▶ **What you will do**
A word-for-word restatement of every entry is what is needed here.

-- Records for processing follows --

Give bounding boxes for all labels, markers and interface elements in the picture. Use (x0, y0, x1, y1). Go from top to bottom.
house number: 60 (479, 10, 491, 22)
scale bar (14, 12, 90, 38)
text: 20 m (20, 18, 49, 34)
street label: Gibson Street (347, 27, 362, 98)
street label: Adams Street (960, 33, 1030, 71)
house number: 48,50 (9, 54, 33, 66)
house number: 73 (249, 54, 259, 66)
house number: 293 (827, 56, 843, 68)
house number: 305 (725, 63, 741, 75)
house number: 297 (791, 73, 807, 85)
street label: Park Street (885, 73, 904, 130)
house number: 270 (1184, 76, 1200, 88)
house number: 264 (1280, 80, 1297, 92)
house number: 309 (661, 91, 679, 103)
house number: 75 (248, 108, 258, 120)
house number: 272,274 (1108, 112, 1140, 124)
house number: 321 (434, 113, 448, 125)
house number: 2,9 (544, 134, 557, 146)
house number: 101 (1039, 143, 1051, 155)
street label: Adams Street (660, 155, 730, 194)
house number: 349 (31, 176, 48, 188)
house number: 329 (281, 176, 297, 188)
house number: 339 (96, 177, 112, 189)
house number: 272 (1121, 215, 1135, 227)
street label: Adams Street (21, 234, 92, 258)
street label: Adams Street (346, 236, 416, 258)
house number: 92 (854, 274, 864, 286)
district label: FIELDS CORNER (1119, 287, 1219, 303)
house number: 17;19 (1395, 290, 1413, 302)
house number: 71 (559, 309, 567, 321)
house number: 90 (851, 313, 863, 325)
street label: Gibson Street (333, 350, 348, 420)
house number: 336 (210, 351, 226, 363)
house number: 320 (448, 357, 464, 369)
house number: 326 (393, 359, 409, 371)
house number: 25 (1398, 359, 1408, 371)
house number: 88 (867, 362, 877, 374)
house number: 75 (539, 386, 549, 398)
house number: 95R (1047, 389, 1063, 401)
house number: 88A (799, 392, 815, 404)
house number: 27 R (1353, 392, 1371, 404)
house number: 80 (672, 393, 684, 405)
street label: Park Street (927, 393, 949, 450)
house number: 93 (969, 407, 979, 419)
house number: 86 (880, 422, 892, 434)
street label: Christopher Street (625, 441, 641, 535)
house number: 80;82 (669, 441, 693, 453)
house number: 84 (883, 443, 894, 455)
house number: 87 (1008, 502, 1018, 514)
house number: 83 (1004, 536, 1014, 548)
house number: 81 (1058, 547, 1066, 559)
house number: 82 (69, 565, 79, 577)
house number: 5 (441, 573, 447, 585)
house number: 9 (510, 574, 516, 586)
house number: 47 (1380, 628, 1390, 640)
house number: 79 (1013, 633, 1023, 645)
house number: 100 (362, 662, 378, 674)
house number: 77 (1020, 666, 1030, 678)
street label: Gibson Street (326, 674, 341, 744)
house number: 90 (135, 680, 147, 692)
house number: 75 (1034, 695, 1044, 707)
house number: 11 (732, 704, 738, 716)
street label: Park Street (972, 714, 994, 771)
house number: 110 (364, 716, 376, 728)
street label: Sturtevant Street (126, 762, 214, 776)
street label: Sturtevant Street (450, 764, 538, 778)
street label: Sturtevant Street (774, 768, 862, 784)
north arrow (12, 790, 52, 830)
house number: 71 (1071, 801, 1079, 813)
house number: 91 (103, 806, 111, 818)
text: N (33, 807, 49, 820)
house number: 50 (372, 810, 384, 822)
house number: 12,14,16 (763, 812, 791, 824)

-- Records for processing concluded --

▶ **Solution to this task**
Give bounding boxes for all labels, markers and interface elements in the picture. Use (x0, y0, x1, y1). Go from top to bottom.
house number: 60 (479, 10, 491, 22)
scale bar (14, 12, 90, 38)
text: 20 m (20, 18, 49, 34)
street label: Gibson Street (347, 27, 362, 98)
street label: Adams Street (960, 33, 1030, 71)
house number: 48,50 (9, 54, 33, 66)
house number: 73 (249, 54, 259, 66)
house number: 293 (827, 56, 843, 68)
house number: 305 (725, 63, 741, 75)
house number: 297 (791, 73, 807, 85)
street label: Park Street (885, 73, 904, 130)
house number: 270 (1184, 76, 1200, 88)
house number: 264 (1280, 80, 1297, 92)
house number: 309 (661, 91, 679, 103)
house number: 75 (248, 108, 258, 120)
house number: 272,274 (1108, 112, 1140, 124)
house number: 321 (434, 113, 448, 125)
house number: 2,9 (544, 134, 557, 146)
house number: 101 (1039, 143, 1051, 155)
street label: Adams Street (660, 155, 730, 194)
house number: 349 (31, 176, 48, 188)
house number: 329 (281, 176, 297, 188)
house number: 339 (96, 177, 112, 189)
house number: 272 (1121, 215, 1135, 227)
street label: Adams Street (21, 234, 92, 258)
street label: Adams Street (346, 236, 416, 258)
house number: 92 (854, 274, 864, 286)
district label: FIELDS CORNER (1119, 287, 1219, 303)
house number: 17;19 (1395, 290, 1413, 302)
house number: 71 (559, 309, 567, 321)
house number: 90 (851, 313, 863, 325)
street label: Gibson Street (333, 350, 348, 420)
house number: 336 (210, 351, 226, 363)
house number: 320 (448, 357, 464, 369)
house number: 326 (393, 359, 409, 371)
house number: 25 (1398, 359, 1408, 371)
house number: 88 (867, 362, 877, 374)
house number: 75 (539, 386, 549, 398)
house number: 95R (1047, 389, 1063, 401)
house number: 88A (799, 392, 815, 404)
house number: 27 R (1353, 392, 1371, 404)
house number: 80 (672, 393, 684, 405)
street label: Park Street (927, 393, 949, 450)
house number: 93 (969, 407, 979, 419)
house number: 86 (880, 422, 892, 434)
street label: Christopher Street (625, 441, 641, 535)
house number: 80;82 (669, 441, 693, 453)
house number: 84 (883, 443, 894, 455)
house number: 87 (1008, 502, 1018, 514)
house number: 83 (1004, 536, 1014, 548)
house number: 81 (1058, 547, 1066, 559)
house number: 82 (69, 565, 79, 577)
house number: 5 (441, 573, 447, 585)
house number: 9 (510, 574, 516, 586)
house number: 47 (1380, 628, 1390, 640)
house number: 79 (1013, 633, 1023, 645)
house number: 100 (362, 662, 378, 674)
house number: 77 (1020, 666, 1030, 678)
street label: Gibson Street (326, 674, 341, 744)
house number: 90 (135, 680, 147, 692)
house number: 75 (1034, 695, 1044, 707)
house number: 11 (732, 704, 738, 716)
street label: Park Street (972, 714, 994, 771)
house number: 110 (364, 716, 376, 728)
street label: Sturtevant Street (126, 762, 214, 776)
street label: Sturtevant Street (450, 764, 538, 778)
street label: Sturtevant Street (774, 768, 862, 784)
north arrow (12, 790, 52, 830)
house number: 71 (1071, 801, 1079, 813)
house number: 91 (103, 806, 111, 818)
text: N (33, 807, 49, 820)
house number: 50 (372, 810, 384, 822)
house number: 12,14,16 (763, 812, 791, 824)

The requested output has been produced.